Except for the unintended shapefile issue..... (you probably already saw this, but if not)
ArcGIS 10.3.1 does not recognize Long Integer right
Chris Donohue, GISP
Thanks Chris... Yeah, I saw that... I haven't seen any ramifications yet being posted on the Remote Sensing and image analysis place. I will have to troll around to see if anything has surfaced. Most of my comrades, use PCI, Erdas etc etc for RS stuff and use Arc* for the integration of results with vector or raster, so I know they haven't come across difficulties which may surface.
Thank you for your reply. I did read the topic tree but I forgot to mention that I am having a hard time creating the Esri Classifier Definition (.ecd). When I use the training sample manager and try to calculate the statistics, or view the scatterplots, etc..., I keep getting an "Out of Memory" warning and cannot move past this step. Is this the only way to create the .ecd? How many training samples do you think that I need? Do I need to do this classification using the Color IR image (5,4,3), or can I do this using the RGB (4,3,2)?
Also, I saw that others mentioned various programs to use for this. Unfortunately, I am working on my thesis and am at the final steps and do not have much time to learn these other programs, nor do I have access to them. I have IDRISI selva but not that proficient at it.
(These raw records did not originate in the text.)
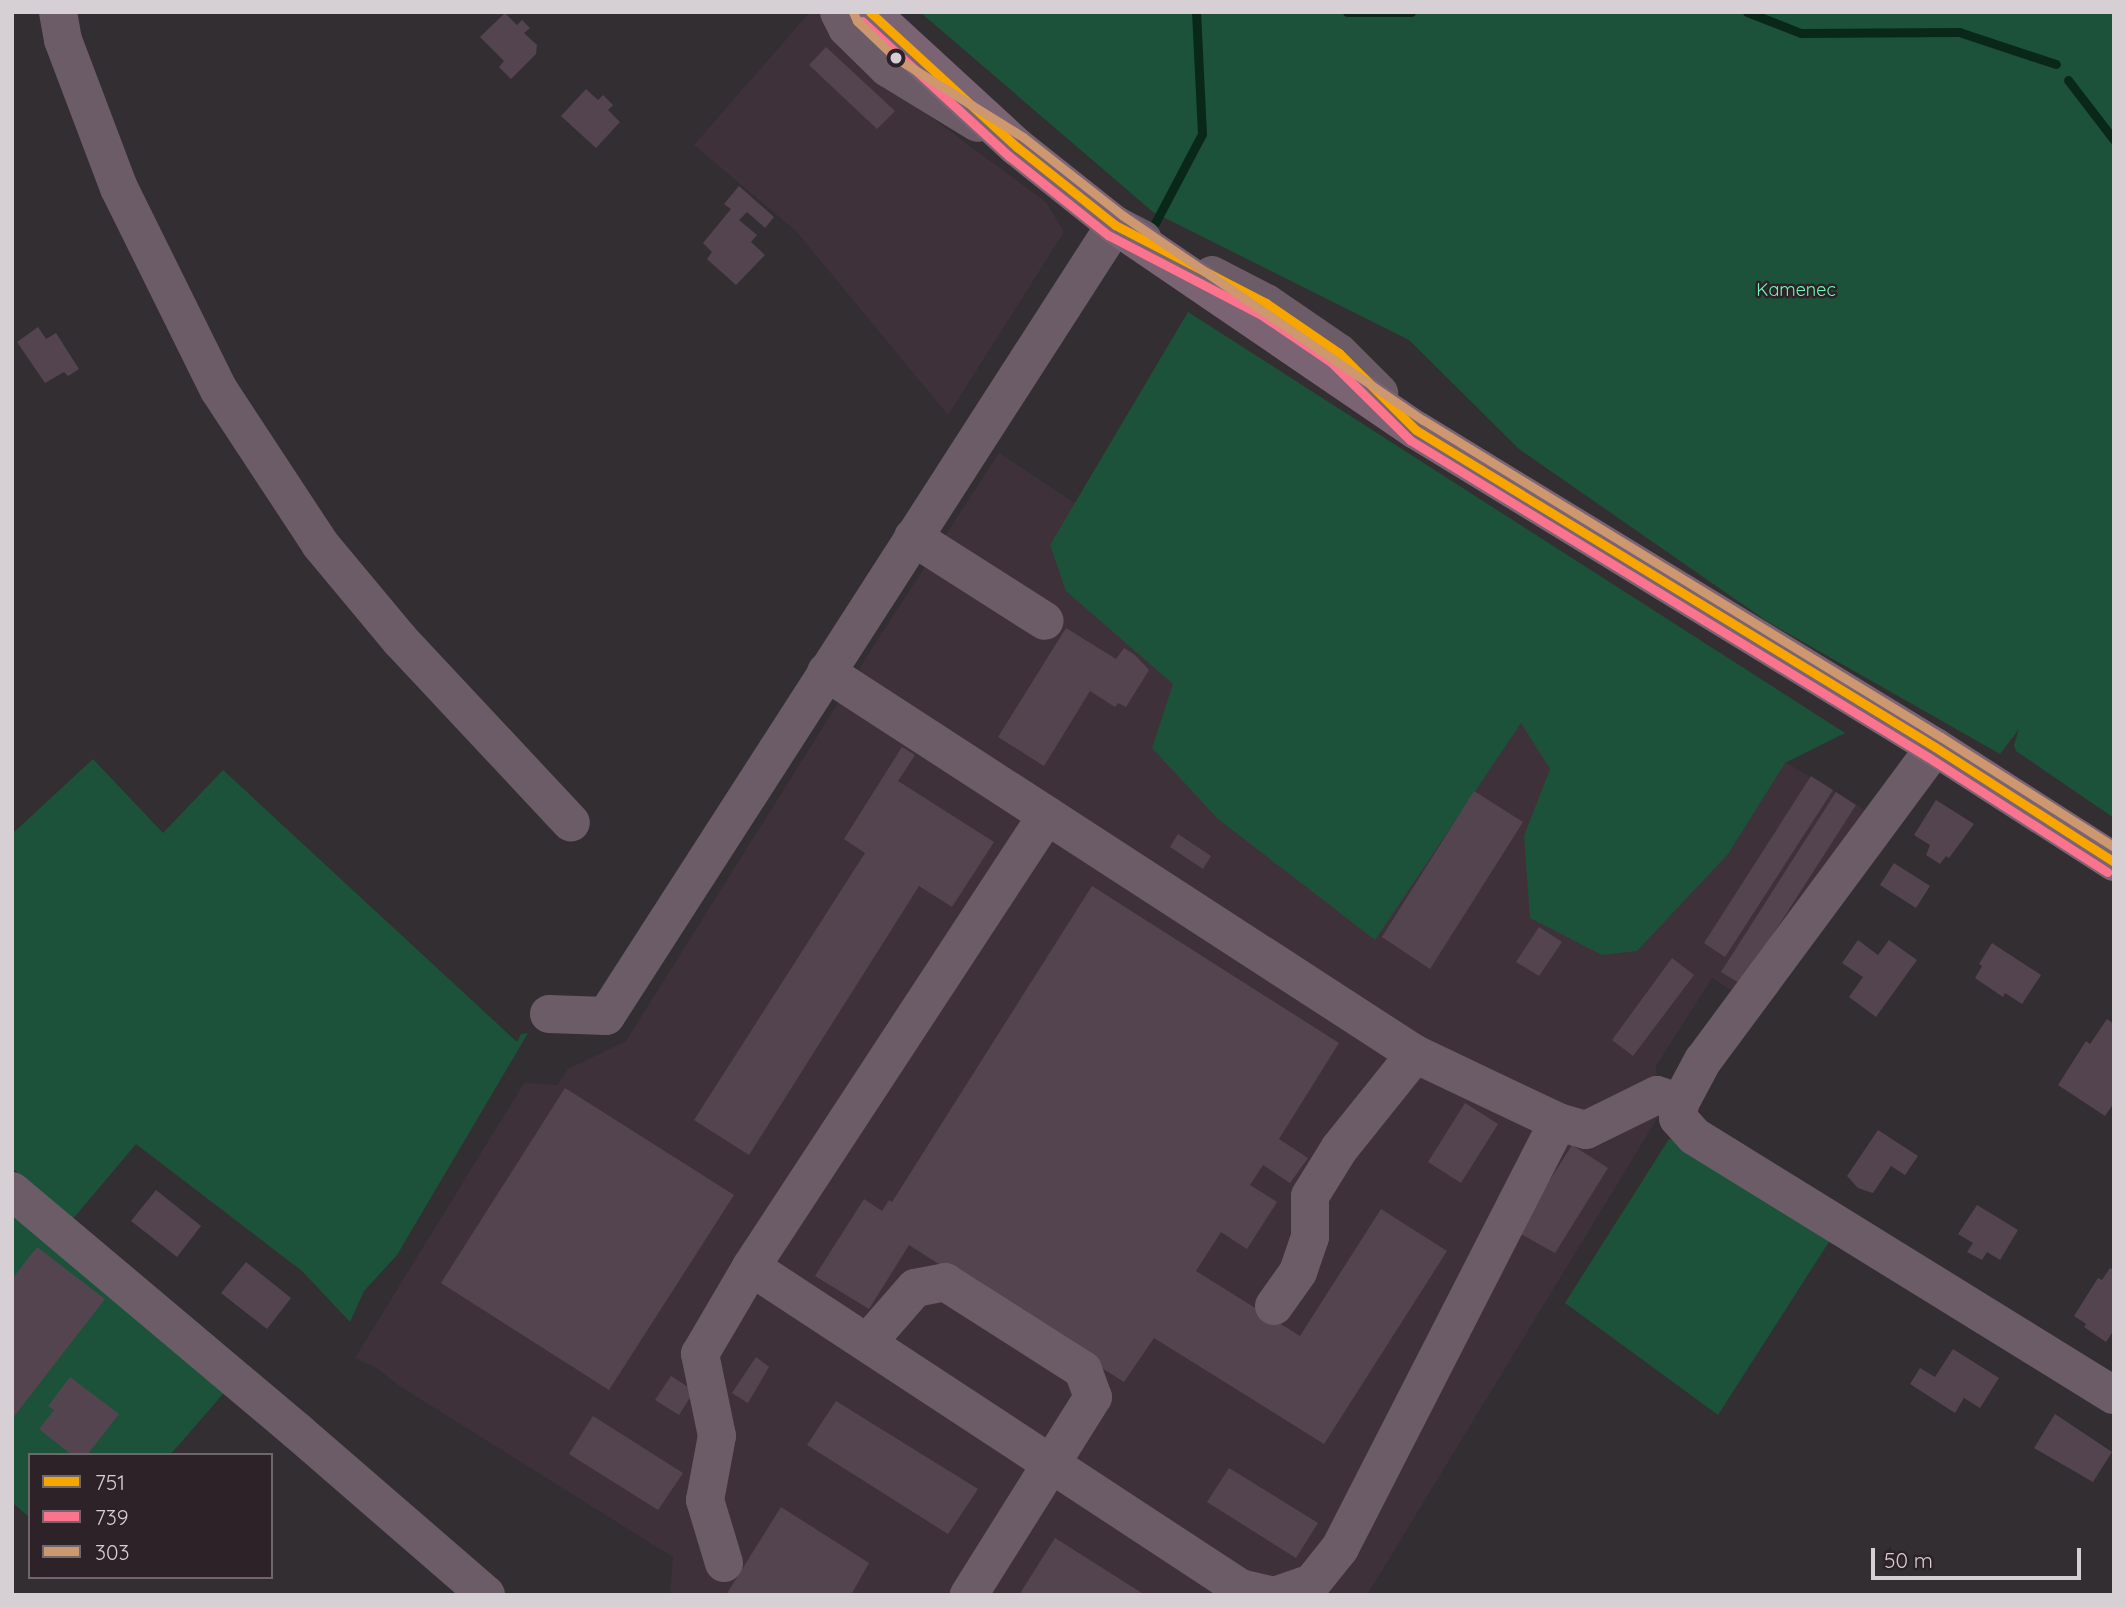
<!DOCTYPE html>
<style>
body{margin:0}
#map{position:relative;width:2126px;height:1607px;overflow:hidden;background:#332e31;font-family:Quicksand,sans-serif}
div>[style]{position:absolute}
.built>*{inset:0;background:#3f313a}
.green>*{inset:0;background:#1c523a}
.stream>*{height:9px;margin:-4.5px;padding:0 4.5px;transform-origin:4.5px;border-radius:4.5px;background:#09281a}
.building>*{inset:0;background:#54444f}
.minor>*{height:38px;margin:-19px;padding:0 19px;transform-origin:19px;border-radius:19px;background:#6c5c67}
.major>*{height:38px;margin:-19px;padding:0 19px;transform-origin:19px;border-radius:19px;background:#7a6474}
.bus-1>*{height:9px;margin:-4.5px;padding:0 4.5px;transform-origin:4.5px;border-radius:4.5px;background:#f7a600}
.bus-2>*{height:9px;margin:-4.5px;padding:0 4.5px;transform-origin:4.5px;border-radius:4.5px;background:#fc738d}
.bus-3>*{height:9px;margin:-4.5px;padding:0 4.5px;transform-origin:4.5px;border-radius:4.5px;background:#cd976f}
.dots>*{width:19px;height:19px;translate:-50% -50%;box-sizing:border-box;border:4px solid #2c2228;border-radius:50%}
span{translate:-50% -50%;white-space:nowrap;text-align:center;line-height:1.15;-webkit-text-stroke:5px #2c2228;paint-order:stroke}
.park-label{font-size:18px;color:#70f9b7}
.frame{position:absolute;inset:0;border:14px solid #d6cfd3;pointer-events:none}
.legend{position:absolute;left:28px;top:1453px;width:245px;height:126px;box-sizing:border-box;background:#2c2228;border:2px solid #70676c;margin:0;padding:9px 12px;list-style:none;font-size:21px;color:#d6cfd3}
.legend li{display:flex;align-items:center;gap:14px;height:35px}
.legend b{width:35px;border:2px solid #70676c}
.scale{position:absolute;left:1871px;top:1548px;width:210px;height:32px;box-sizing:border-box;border:4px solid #d6cfd3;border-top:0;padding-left:9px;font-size:21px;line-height:24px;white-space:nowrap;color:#d6cfd3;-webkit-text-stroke:5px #2c2228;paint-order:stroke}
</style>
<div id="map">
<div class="built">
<div style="clip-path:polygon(810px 12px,818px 12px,925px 113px,1046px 202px,1064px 232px,948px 415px,796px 231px,694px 145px)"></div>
<div style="clip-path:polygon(999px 453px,1301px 653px,1474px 791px,1520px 722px,1727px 853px,1785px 762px,1882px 820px,1748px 1001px,1712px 978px,1656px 1066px,1658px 1117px,1367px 1595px,670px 1595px,673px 1557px,398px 1385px,377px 1368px,355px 1358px,524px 1083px,557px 1085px,568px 1069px,626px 1041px,882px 633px)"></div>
</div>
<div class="green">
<div style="clip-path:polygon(920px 12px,2114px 12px,2114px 818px,2016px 751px,2014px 745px,2019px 729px,2000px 754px,1768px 622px,1519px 449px,1409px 340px,1153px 212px)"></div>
<div style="clip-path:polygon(1188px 312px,1845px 733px,1785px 763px,1728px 854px,1637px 951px,1602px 955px,1530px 918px,1524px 836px,1550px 769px,1521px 723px,1375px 940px,1218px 819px,1152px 748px,1173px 684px,1066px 591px,1050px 545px)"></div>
<div style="clip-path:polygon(93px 759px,163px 833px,223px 770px,517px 1042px,521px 1034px,528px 1033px,397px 1255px,364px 1291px,350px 1322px,302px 1271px,136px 1144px,72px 1220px,12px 1168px,12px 834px)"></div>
<div style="clip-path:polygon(1669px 1139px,1690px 1142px,1834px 1234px,1718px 1415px,1565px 1303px)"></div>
<div style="clip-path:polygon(12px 1205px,229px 1387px,170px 1455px,30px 1455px,30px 1518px,12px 1502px)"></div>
</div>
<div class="stream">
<div style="left:1347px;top:12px;width:64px"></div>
<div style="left:1747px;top:12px;width:58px;rotate:21.3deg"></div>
<div style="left:1801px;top:33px;width:158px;rotate:-0.4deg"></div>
<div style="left:1959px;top:32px;width:102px;rotate:18.3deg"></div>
<div style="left:2068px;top:80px;width:76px;rotate:52.5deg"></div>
<div style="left:1154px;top:225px;width:103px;rotate:-62.2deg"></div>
<div style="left:1202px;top:134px;width:122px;rotate:-92.8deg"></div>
</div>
<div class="building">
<div style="clip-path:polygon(505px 13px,517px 25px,522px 20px,530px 28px,524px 33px,537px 45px,536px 54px,511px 79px,499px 67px,504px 61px,480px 37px)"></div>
<div style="clip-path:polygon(826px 47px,895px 111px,877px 129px,809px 65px)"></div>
<div style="clip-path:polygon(586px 89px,598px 100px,603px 95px,613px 105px,608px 110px,620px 122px,596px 148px,561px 116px)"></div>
<div style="clip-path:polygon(739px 186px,774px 217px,765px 228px,747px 212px,739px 220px,757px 235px,751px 242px,765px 255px,736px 285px,707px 259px,712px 252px,703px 243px,731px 209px,724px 204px)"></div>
<div style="clip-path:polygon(38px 327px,46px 339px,56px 333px,79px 369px,68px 376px,64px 372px,45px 383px,17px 342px)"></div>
<div style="clip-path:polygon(1066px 628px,1116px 659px,1124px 648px,1135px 655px,1149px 670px,1126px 707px,1118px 703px,1115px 707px,1090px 691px,1044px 766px,998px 737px)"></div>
<div style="clip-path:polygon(902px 747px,915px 755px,898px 781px,994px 842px,952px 907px,919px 886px,749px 1155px,694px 1120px,865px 853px,844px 839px)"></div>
<div style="clip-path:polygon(1811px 776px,1833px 790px,1725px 957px,1704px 943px)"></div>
<div style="clip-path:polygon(1474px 791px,1523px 822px,1430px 969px,1382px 937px)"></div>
<div style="clip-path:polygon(1836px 792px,1856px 805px,1741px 984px,1721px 972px)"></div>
<div style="clip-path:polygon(1936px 800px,1974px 824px,1949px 858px,1946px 856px,1940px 864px,1926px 855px,1930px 845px,1914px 835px)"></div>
<div style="clip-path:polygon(1178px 834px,1211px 856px,1203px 869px,1170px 847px)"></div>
<div style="clip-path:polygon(1894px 863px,1930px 886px,1916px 908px,1880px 885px)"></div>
<div style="clip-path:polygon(1092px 886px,1339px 1043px,1279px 1139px,1308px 1158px,1290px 1183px,1263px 1165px,1250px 1185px,1277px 1202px,1247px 1249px,1221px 1232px,1196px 1271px,1300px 1336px,1381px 1209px,1447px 1251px,1324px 1444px,1154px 1338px,1124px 1382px,909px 1245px,869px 1309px,815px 1276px,864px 1199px,882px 1211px,889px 1200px,892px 1202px)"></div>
<div style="clip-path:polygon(1539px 927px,1562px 942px,1539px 976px,1516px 962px)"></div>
<div style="clip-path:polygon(1858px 940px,1878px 955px,1889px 940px,1917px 960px,1876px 1017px,1849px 997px,1863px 977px,1842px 963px)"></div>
<div style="clip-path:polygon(1992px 943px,2041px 975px,2022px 1004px,2005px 993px,2003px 997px,1975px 978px,1982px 966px,1979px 964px)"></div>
<div style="clip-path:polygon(1672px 958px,1694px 975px,1633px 1056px,1612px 1040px)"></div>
<div style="clip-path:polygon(2107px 1019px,2114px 1024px,2114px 1103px,2105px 1116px,2058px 1085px,2086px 1041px,2090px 1044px)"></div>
<div style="clip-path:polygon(565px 1088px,734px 1195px,609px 1390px,441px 1283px)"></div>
<div style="clip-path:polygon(1465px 1103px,1498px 1124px,1461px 1183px,1428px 1162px)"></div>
<div style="clip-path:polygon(1878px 1130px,1918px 1156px,1905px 1175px,1891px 1166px,1873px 1193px,1858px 1188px,1847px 1176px)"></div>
<div style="clip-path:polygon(1572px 1145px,1608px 1168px,1555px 1253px,1517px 1232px)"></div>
<div style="clip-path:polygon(156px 1190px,201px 1226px,177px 1257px,131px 1221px)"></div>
<div style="clip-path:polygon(1977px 1205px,2018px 1230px,2000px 1260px,1987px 1252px,1982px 1260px,1967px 1252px,1973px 1243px,1958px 1234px)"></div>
<div style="clip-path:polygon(37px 1247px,105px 1299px,12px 1419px,12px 1279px)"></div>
<div style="clip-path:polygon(246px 1262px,291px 1298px,267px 1329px,221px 1293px)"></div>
<div style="clip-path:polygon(2110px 1268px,2114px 1270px,2114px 1330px,2106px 1342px,2084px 1327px,2086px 1324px,2074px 1316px,2098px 1278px,2102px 1280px)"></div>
<div style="clip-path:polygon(1953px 1349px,1999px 1378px,1980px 1408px,1964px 1398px,1955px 1413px,1910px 1384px,1920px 1368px,1935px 1377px)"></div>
<div style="clip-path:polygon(756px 1357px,769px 1367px,748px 1403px,732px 1393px)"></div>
<div style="clip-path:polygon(671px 1376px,694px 1391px,679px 1415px,655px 1400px)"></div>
<div style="clip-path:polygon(70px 1377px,119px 1414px,87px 1455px,72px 1455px,39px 1429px,54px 1410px,48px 1406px)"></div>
<div style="clip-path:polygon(836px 1401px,978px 1489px,948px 1534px,807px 1445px)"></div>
<div style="clip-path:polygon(2055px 1414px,2112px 1452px,2093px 1482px,2034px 1448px)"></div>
<div style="clip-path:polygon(593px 1416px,683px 1473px,658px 1510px,569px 1454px)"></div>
<div style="clip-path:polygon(1229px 1468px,1318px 1523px,1296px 1558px,1207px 1502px)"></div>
<div style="clip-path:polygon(781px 1507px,869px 1563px,851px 1595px,726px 1595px)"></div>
<div style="clip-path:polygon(1055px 1538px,1145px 1595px,1019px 1595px)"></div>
</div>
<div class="minor">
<div style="left:58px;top:12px;width:28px;rotate:80deg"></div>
<div style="left:63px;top:40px;width:158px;rotate:69.3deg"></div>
<div style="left:119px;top:188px;width:225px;rotate:63.7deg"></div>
<div style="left:219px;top:390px;width:184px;rotate:56.7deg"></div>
<div style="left:320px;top:544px;width:125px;rotate:50.2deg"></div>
<div style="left:400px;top:640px;width:250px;rotate:46.9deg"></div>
<div style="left:839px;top:12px;width:18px;rotate:63deg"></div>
<div style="left:847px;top:28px;width:57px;rotate:44.3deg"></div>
<div style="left:888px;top:68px;width:105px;rotate:31.4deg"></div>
<div style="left:1212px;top:275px;width:61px;rotate:27.4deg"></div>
<div style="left:1266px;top:303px;width:88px;rotate:34.4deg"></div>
<div style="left:1339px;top:353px;width:57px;rotate:45deg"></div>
<div style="left:913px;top:537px;width:156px;rotate:32.5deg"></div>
<div style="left:826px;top:672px;width:702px;rotate:32.97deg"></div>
<div style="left:1415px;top:1054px;width:158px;rotate:25.4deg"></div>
<div style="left:1558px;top:1122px;width:479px;rotate:117.1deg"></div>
<div style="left:1340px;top:1548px;width:45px;rotate:128.7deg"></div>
<div style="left:1312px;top:1583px;width:36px;rotate:161deg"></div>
<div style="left:1935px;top:747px;width:390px;rotate:126.5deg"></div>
<div style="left:1703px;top:1060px;width:49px;rotate:118.1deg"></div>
<div style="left:1680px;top:1103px;width:15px;rotate:98deg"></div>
<div style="left:1678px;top:1118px;width:24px;rotate:48deg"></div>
<div style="left:1694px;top:1136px;width:493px;rotate:31.7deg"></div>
<div style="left:549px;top:1014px;width:57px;rotate:2deg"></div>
<div style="left:606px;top:1016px;width:941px;rotate:-57.24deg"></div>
<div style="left:1115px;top:225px;width:31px;rotate:27deg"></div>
<div style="left:1558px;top:1122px;width:29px;rotate:16deg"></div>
<div style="left:1586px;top:1130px;width:79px;rotate:-26.2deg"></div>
<div style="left:1657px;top:1095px;width:24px;rotate:19deg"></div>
<div style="left:12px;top:1191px;width:373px;rotate:40.1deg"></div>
<div style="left:297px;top:1431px;width:250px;rotate:40.9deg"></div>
<div style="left:751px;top:1267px;width:585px;rotate:33.28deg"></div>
<div style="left:1240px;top:1588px;width:31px;rotate:13deg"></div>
<div style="left:1274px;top:1306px;width:42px;rotate:-54.8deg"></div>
<div style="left:1298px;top:1272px;width:37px;rotate:-71deg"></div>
<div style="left:1310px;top:1237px;width:41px;rotate:-90deg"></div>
<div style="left:1310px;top:1196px;width:55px;rotate:-58.3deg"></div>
<div style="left:1339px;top:1149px;width:122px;rotate:-51.3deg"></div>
<div style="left:867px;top:1343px;width:73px;rotate:-48.9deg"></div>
<div style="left:915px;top:1288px;width:31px;rotate:-11deg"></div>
<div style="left:945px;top:1282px;width:164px;rotate:32.5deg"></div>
<div style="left:1083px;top:1370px;width:29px;rotate:70deg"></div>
<div style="left:1093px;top:1397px;width:234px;rotate:122.1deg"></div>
<div style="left:724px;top:1563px;width:66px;rotate:-106.8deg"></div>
<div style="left:705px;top:1500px;width:65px;rotate:-79.4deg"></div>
<div style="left:717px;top:1436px;width:84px;rotate:-101.7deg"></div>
<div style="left:700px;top:1354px;width:101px;rotate:-59.6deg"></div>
<div style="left:751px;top:1267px;width:540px;rotate:-56.78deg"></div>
</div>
<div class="major">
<div style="left:870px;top:12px;width:200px;rotate:42.6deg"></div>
<div style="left:1017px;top:147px;width:125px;rotate:38.5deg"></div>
<div style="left:1115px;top:225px;width:364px;rotate:34.3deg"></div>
<div style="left:1416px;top:430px;width:608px;rotate:31.42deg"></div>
<div style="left:1935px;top:747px;width:213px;rotate:32.7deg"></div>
</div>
<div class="bus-1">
<div style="left:870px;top:12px;width:200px;rotate:42.6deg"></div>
<div style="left:1017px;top:147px;width:125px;rotate:38.5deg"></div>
<div style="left:1115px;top:225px;width:170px;rotate:27.3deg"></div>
<div style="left:1266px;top:303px;width:88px;rotate:34.4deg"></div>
<div style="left:1339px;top:353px;width:109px;rotate:45deg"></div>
<div style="left:1416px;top:430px;width:608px;rotate:31.42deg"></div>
<div style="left:1935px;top:747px;width:213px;rotate:32.7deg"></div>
</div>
<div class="bus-2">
<div style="left:862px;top:21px;width:200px;rotate:42.6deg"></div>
<div style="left:1009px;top:156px;width:127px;rotate:38.6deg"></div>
<div style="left:1108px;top:235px;width:171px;rotate:27.5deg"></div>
<div style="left:1260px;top:314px;width:86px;rotate:34.1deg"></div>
<div style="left:1331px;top:362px;width:111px;rotate:44.6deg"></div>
<div style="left:1410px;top:440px;width:607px;rotate:31.47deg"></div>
<div style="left:1928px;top:757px;width:213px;rotate:32.7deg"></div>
</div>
<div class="bus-3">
<div style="left:853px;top:12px;width:10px;rotate:66deg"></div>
<div style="left:857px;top:21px;width:54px;rotate:43.5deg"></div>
<div style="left:896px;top:58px;width:150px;rotate:31.9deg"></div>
<div style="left:1023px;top:137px;width:126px;rotate:38.2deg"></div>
<div style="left:1122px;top:215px;width:364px;rotate:34.3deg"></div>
<div style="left:1423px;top:420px;width:607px;rotate:31.47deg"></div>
<div style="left:1941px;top:737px;width:205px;rotate:32.4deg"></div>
</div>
<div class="dots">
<div style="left:896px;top:58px;background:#d6cfd3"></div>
</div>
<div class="park-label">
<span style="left:1796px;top:290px">Kamenec</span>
</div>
<div class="frame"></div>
<ul class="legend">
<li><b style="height:9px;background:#f7a600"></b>751</li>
<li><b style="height:9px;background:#fc738d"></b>739</li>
<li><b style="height:9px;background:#cd976f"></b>303</li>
</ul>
<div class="scale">50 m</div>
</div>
So any help towards using ArcMaps latest edition would be helpful.
Again, I appreciate it.
Norman Nash
It's my opinion that ArcGIS Desktop at 10.1/10.3 is quite sufficient for traditional basic supervised and unsupervised per pixel classification. The out of memory errors suggest you are selecting an unreasonably large number of cells.
From what I've hard, you may want to take a gander at a basic textbook to help you understand fundamentals (not specific to ArcGIS) like band selection and get back to the thread when you have a better idea what you are trying to accomplish.
Interestingly I haven't heard anything on this thread about "object based" analysis. (In quotes because it means different things to different people.) I'm assuming you are thinking of running some kind of per pixel classifier and then doing some other analysis or workflow?
Your steps are good, because i tried the same task with a couple or aerial images to test the arcgis capabilities. And the result is not bad.
But as DAn wrote the people that work with the remote sensing are using ENVI, ERDAS, ERMAPPER, PCI geomatica or other similar program to accomplish the job, then use arcmap or Illustrator together with avenza MAPublisher to make a good presentation with vector data
Hi. (1) What I recommend is to segment the WV2 imagery at an appropriate scale (min segment size of about 20, use the raster function to try different minimum mapping sizes), then once you are happy with your segmentation settings (as a raster function) run the segment mean shift GP tool with those settings. (2) Remember, before you segment the WV2 image, to enhance it so that your features of interest are visually discernible - make those dead trees pop out of the imagery (and any other features of interest)!. (3) Then collect training sites by choosing the segmented raster file/layer in the classification toolbar, but display the L8 imagery in the ToC. So you will use the spectral info of the Landsat to choose your training, coupled with the segmented objects to get accurate training samples (i.e., the training sample polygons will be from the segmented image. Then classify the imagery using the Train SVM GP tool:P (a) segmented image, (b) Landsat imagery (all bands (except QA band etc)) maybe adding a DEM (NED 10m) composited into one image (the second image input), and (c) training file. Then (d), Classify Raster GP tool with the same inputs (in the same order) using the .ecd file from the train gp tool. Happy Classifying!
Jeff
BTW, the .ecd file does not work with the histogram and scatterplot graphs on the classification toolbar. It is generated by a new generation of classifiers that use the segmentation info as well as the spectral info. All the capability will be integrated and really sing in a later release of Pro (soon!).
Also, I forgot to mention that for the Segment mean shift tool you should set your "spectral detail" parameter high, 18-20 and the spatial detail can be left at the default or maybe lower, try out some different settings in the Raster function.